2003-09-09 Thread Mike Dopheide

I found the problem which I will outline here just in case anyone else 
runs across it in the future:

It appears that a slave will not replicate data from it's own server-id.  
In my case, a large portion of the binary logs on my slave had originally 
come from the master, so when the master tried to re-replicate the data, 
it simply ignored entries from it's own server-id.

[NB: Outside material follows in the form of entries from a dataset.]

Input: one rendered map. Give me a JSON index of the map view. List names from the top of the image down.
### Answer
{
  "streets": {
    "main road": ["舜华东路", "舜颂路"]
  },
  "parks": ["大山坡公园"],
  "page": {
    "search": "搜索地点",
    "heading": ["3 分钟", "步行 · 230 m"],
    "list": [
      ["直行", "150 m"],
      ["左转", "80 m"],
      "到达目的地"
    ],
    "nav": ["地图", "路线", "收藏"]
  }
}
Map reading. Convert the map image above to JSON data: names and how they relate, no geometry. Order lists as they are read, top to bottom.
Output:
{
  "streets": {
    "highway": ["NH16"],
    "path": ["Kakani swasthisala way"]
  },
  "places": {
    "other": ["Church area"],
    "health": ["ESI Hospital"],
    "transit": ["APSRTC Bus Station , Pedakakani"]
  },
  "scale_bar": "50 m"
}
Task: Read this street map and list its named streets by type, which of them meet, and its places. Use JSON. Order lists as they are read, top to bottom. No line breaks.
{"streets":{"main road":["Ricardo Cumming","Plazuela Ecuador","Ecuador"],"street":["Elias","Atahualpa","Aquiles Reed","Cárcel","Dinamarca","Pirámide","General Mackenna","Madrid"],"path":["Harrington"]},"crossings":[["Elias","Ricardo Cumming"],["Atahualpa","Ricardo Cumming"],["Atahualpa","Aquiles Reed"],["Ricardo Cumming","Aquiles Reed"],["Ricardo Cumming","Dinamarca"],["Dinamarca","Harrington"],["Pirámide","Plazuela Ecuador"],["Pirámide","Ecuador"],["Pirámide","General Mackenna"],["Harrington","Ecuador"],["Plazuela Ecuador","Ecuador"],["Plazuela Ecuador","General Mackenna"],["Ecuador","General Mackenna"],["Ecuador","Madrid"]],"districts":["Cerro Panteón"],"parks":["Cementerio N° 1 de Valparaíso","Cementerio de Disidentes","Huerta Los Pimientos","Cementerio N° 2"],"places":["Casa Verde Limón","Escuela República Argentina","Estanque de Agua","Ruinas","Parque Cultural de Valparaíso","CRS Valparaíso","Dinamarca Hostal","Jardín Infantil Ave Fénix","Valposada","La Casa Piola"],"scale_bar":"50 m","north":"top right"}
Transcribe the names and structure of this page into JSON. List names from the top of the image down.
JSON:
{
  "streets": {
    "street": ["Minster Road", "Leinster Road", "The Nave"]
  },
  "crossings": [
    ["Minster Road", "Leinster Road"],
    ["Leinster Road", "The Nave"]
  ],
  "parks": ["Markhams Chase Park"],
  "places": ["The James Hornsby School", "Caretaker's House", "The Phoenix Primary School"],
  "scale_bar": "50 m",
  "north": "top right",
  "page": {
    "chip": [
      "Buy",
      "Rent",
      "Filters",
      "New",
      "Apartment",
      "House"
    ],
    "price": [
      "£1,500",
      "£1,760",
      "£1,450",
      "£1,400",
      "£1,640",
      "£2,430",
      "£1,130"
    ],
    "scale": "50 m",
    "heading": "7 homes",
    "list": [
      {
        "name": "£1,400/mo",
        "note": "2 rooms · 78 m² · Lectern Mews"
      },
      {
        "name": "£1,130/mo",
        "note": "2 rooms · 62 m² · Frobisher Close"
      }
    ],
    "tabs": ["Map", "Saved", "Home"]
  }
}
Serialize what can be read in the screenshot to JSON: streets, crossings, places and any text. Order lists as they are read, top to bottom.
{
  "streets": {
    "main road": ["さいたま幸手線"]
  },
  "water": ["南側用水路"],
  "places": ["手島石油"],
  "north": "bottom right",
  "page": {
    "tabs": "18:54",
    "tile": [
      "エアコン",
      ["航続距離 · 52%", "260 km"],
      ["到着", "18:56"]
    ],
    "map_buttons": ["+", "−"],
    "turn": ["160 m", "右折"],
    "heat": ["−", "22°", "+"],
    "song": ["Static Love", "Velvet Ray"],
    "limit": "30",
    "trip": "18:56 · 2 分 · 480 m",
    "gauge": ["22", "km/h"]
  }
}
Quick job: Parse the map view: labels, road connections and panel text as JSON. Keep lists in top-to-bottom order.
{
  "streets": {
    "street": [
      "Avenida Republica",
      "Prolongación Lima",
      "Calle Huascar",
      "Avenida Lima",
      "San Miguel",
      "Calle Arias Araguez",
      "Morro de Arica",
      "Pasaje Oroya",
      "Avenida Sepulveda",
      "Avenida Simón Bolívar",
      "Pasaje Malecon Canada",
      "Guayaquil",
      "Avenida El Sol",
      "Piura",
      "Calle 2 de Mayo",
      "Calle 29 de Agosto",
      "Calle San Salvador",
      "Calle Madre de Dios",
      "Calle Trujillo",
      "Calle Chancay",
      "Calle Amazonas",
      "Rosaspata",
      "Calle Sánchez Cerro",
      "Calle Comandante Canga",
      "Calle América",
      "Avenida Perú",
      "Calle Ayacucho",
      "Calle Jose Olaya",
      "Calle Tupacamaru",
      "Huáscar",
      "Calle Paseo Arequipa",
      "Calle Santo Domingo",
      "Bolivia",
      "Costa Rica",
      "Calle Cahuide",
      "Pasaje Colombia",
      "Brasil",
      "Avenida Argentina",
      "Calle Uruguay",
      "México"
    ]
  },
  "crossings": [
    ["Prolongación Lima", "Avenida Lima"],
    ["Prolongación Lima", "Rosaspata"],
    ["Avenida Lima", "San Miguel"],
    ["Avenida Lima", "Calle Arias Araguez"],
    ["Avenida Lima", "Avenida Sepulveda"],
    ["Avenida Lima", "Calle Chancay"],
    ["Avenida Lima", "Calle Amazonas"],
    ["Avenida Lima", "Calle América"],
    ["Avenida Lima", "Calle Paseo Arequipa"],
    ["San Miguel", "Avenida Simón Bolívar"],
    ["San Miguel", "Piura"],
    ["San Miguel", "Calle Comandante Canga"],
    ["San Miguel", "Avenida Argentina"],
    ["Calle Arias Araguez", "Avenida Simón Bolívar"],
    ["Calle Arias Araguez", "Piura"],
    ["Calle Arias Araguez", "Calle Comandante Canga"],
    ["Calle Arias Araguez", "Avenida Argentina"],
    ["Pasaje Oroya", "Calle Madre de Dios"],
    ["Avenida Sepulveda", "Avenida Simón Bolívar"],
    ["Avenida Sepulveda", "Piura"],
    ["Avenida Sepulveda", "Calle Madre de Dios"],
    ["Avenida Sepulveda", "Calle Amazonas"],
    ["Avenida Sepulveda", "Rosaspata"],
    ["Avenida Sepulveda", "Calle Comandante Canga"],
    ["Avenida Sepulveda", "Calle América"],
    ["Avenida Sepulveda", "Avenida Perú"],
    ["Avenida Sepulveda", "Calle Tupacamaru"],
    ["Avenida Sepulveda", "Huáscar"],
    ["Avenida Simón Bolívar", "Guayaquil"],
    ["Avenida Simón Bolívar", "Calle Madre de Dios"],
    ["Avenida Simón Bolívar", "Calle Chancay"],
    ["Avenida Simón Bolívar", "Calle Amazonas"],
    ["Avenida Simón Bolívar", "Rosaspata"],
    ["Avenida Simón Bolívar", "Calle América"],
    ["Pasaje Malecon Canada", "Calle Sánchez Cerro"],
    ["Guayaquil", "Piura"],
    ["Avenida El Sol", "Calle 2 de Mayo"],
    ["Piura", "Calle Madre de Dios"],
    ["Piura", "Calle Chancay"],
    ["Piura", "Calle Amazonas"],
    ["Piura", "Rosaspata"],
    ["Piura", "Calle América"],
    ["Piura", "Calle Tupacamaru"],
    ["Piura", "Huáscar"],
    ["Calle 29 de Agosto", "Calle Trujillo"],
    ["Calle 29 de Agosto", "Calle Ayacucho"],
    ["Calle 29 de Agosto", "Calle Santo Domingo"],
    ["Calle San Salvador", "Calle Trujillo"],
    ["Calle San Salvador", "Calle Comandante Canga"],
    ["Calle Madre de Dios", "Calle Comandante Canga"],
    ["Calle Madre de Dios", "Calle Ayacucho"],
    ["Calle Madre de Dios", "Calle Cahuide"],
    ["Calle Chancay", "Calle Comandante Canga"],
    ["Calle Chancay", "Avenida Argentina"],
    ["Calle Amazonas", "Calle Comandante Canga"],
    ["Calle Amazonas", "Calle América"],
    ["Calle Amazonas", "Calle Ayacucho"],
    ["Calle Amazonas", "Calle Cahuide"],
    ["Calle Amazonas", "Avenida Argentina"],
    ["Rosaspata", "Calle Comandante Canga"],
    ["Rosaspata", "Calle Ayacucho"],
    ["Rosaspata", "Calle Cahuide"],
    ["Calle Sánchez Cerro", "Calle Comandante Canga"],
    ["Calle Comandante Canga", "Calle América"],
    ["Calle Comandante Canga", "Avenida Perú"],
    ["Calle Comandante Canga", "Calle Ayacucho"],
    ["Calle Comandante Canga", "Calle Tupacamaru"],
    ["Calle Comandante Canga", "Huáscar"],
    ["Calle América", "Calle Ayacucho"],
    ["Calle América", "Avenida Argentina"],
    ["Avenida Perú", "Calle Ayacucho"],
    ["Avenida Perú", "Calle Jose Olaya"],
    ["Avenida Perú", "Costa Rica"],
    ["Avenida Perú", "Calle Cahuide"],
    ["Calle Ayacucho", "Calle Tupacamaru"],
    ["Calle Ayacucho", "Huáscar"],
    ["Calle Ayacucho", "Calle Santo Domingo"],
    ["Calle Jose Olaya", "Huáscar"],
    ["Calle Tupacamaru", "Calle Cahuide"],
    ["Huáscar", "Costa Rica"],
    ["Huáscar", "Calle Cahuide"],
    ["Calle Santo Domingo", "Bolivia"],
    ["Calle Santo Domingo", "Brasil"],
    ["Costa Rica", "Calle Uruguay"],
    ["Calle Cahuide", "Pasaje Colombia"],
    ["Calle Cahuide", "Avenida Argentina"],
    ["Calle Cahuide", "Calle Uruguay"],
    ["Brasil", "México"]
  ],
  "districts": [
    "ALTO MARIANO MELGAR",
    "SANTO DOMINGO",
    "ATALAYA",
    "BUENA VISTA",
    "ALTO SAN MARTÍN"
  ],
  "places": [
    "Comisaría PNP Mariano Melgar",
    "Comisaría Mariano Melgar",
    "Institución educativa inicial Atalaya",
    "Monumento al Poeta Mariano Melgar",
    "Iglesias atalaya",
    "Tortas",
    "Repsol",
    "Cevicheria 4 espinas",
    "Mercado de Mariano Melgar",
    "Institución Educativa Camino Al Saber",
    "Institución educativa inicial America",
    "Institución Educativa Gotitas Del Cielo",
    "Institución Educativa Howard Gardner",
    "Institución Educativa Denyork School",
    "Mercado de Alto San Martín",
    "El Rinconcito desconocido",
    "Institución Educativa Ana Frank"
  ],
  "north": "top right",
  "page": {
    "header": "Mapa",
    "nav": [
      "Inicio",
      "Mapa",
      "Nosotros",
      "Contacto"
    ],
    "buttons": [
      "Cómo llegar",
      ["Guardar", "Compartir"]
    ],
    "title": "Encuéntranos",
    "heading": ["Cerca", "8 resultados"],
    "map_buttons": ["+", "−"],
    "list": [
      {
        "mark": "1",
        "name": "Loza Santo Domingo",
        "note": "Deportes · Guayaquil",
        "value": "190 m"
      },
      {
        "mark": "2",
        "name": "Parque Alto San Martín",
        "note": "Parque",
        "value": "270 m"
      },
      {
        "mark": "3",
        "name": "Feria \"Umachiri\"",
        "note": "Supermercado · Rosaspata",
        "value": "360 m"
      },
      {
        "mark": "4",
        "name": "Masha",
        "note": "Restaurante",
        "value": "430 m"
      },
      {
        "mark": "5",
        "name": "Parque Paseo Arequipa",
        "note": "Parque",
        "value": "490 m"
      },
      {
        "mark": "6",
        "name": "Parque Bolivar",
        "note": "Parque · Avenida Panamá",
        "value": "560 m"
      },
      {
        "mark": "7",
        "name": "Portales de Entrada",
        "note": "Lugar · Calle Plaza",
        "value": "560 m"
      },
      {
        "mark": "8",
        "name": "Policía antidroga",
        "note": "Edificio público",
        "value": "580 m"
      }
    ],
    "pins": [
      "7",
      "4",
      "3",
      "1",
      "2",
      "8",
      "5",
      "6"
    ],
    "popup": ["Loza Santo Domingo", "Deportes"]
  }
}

This makes complete sense, however, I can't find anywhere in the MySQL 
documention that explains this behavior.  The documention only says that 
the master and slaves should have unique server-ids.

-Mike

 I have one master and one slave which I am upgrading to 4.0.14 from 
 4.0.12.  To start the upgrade I stopped the slave, took a snapshot of it's 
 data directory, cleared it's binary logs, and switched to the 4.0.14 
 binaries.  I then restarted the slave thread to get it caught up with the 
 master.  The slave also runs with --log-slave-updates so that it has a 
 copy of all of the data from the point of the snapshot.
 
 This afternoon at 2:10pm I switched our mysql.domain.com CNAME to point 
 to the slave instead of the master (this is relevant).  At this point, the 
 slave is acting as the master and taking all of the updates.  When I was 
 sure all of the clients were using the slave I stopped it's slave thread 
 and took down the master server to upgrade it as well.
 
 I rebuilt the master's data directory from the snapshot I'd taken 
 previously on the slave.  At this point I told the master to replicate the 
 data off of the slave.
 
 Here's the strange part.  The I/O thread seems to be grabbing the data off 
 of the slave correctly.  It writes relay logs just fine.  However, the SQL 
 thread doesn't update the database.  SHOW SLAVE STATUS indicates that 
 both parts are running normally.  The I/O thread continues to write 
 relay log files (deleting old ones as it goes as if it doesn't need them 
 anymore).  Then... at the point in logs for 2:10pm today when the CNAME 
 was switched, all of the sudden the SQL thread decides to start updating 
 the database.  There isn't anything strange in the binary logs that I can 
 see accept that the 'log_pos' value drops a fair amount at the same time 
 it decides to start updating the database.  I don't know what the means if 
 anything.
 
 Why isn't it updating the database for all of the relay data?  Considering 
 that I've completely wiped the master's data directory except for the 
 snapshot, cleared it's binary logs, and it's innodblogs...  I'm completely 
 at a loss for how it can know the exact time it stopped getting normal 
 updates when it's CNAME changed.
 
 If you have any questions about my environment I'd be happy to answer 
 them.
 
 Thanks,
 Mike
 
 
 

-- 



-- 
MySQL General Mailing List
For list archives: http://lists.mysql.com/mysql
To unsubscribe:http://lists.mysql.com/[EMAIL PROTECTED]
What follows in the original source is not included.